So picture, if you will, The Scene: Myself and three of the most quality Arcadian associates that ever there were
- Miss Neville, The Homer and Hannaaah. And of course Mr Pete Doherty. Cue amazing times had by all. Too beautiful for words.
Needless to say i have not slept. Or eaten. But i have got many bruises.
The hilarious support acts -
the loverly junkbox (guitarist uncannily like willy wonka) who we talked to afterwards and discussed the likelihood of
pete having magical powers. Darren - you said there were ways and means. If you read this it means you are meant to take us
to pete, we don't care if he's a vampire.
Towers of london - Exciting hair but why the crotchless jeans? WHY? Somebody think of the children!
Andy - Oh andy. Is wonderful. Oh andy is wonderful. We love andy, yes we do. And we love ANDY'S HAT. We signed his book
so he really should be reading this. I salute you sir.
And then
PEEEEEEEEEEEEEEEEEEEEEEEEEEEEEEEEEEEEEEEEEEEEEEEETE.
toogoodtoogoodtoogoodtoogood.
can that man dance whilst flipping a hat onto his perfect head with his FEET?
Oh I think so!
his quote of the night-
"We'll go to altrincham... stockport... ARCADIA!"

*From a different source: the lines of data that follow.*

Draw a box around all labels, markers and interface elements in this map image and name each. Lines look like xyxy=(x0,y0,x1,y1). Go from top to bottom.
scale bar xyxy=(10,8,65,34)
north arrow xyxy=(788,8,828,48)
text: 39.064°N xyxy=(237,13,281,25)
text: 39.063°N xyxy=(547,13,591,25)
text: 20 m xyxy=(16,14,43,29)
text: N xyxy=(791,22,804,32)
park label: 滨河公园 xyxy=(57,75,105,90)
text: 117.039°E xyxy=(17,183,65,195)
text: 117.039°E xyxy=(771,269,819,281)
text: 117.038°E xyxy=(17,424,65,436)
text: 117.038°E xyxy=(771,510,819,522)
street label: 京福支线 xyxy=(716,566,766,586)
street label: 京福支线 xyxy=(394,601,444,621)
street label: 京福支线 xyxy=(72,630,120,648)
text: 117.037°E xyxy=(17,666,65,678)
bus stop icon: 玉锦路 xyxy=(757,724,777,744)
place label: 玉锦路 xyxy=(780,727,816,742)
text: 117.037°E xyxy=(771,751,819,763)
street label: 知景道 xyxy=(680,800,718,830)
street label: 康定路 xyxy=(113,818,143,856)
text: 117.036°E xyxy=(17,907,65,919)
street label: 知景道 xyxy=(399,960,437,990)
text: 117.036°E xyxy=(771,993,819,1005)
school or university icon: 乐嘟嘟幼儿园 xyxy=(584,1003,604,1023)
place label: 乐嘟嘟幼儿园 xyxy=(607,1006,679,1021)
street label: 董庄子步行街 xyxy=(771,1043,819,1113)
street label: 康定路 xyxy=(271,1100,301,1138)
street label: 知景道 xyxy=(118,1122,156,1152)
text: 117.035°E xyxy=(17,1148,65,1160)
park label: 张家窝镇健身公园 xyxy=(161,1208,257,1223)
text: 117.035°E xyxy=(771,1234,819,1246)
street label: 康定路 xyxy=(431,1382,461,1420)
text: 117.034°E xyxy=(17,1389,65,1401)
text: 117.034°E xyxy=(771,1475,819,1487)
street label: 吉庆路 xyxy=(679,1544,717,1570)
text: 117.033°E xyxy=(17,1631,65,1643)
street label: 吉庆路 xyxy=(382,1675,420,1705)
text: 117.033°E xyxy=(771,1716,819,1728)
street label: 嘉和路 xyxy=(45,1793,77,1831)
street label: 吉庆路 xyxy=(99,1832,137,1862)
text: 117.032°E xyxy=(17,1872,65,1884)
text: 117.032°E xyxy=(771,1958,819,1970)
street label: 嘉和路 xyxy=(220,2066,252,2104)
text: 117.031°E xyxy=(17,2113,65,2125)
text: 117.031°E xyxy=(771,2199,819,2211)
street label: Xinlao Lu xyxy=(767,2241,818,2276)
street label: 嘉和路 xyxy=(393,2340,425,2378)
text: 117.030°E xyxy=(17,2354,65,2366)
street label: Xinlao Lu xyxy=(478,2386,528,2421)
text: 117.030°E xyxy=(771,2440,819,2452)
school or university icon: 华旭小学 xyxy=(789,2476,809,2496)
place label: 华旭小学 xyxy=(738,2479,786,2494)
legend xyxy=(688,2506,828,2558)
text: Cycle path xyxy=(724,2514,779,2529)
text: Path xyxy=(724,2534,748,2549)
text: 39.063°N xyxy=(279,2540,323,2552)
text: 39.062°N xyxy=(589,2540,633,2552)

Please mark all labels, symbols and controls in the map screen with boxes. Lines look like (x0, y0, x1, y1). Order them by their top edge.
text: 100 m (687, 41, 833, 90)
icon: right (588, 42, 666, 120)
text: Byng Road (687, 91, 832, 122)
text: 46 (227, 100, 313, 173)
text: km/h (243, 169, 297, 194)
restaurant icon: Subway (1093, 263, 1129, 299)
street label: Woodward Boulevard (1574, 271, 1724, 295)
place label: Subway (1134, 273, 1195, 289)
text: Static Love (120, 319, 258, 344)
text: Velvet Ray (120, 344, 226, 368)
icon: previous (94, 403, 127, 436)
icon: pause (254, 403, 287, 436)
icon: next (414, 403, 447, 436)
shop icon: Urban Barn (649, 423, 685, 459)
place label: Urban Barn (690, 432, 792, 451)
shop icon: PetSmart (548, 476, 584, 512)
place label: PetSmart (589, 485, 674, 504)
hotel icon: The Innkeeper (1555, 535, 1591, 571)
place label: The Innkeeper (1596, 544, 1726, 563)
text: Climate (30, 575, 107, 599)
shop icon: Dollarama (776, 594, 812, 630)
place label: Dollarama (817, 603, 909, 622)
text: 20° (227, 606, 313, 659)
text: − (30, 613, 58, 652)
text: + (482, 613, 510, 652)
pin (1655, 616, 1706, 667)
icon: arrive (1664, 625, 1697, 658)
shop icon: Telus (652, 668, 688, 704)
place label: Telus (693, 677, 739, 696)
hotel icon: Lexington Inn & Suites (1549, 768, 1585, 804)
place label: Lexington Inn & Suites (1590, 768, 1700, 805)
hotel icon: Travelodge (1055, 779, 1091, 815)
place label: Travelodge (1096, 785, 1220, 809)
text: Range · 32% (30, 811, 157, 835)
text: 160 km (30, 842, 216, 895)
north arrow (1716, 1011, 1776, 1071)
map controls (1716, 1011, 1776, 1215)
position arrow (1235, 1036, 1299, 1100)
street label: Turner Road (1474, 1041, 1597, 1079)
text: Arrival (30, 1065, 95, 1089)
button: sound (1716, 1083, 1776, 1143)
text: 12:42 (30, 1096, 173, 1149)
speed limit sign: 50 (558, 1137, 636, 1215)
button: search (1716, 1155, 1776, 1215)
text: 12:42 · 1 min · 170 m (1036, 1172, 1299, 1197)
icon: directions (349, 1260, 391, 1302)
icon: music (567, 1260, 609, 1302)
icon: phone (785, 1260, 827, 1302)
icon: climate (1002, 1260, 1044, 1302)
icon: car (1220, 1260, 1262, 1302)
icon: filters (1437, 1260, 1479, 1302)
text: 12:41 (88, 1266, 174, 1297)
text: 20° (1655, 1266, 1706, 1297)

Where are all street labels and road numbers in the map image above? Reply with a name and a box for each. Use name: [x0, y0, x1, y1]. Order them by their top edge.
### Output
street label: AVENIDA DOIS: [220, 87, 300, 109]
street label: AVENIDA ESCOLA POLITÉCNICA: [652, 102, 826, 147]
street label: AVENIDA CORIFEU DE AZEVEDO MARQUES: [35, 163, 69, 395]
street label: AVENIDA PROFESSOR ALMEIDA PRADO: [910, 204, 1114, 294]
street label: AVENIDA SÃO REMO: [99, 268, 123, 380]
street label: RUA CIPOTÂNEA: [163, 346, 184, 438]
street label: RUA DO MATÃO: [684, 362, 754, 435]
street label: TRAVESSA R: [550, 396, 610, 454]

Just as I have always believed.
We met Gemma The Drummer afterwards, who was more lovely that a really really lovely thing, helping us fight the
power and so forth.
And then someone in a nice tweed hat from 'the social'. They are so good they will change your face. Apparently. If you
like 'the social', you should listen to 'the social'.
Huzaaaaaaaaaaaaaaaaaaaaaaaaaaaaaaaaaaaaaaaaaaaaaaaaaaaaah.
There's few more distressing sights than that of an englishman in a baseball cap.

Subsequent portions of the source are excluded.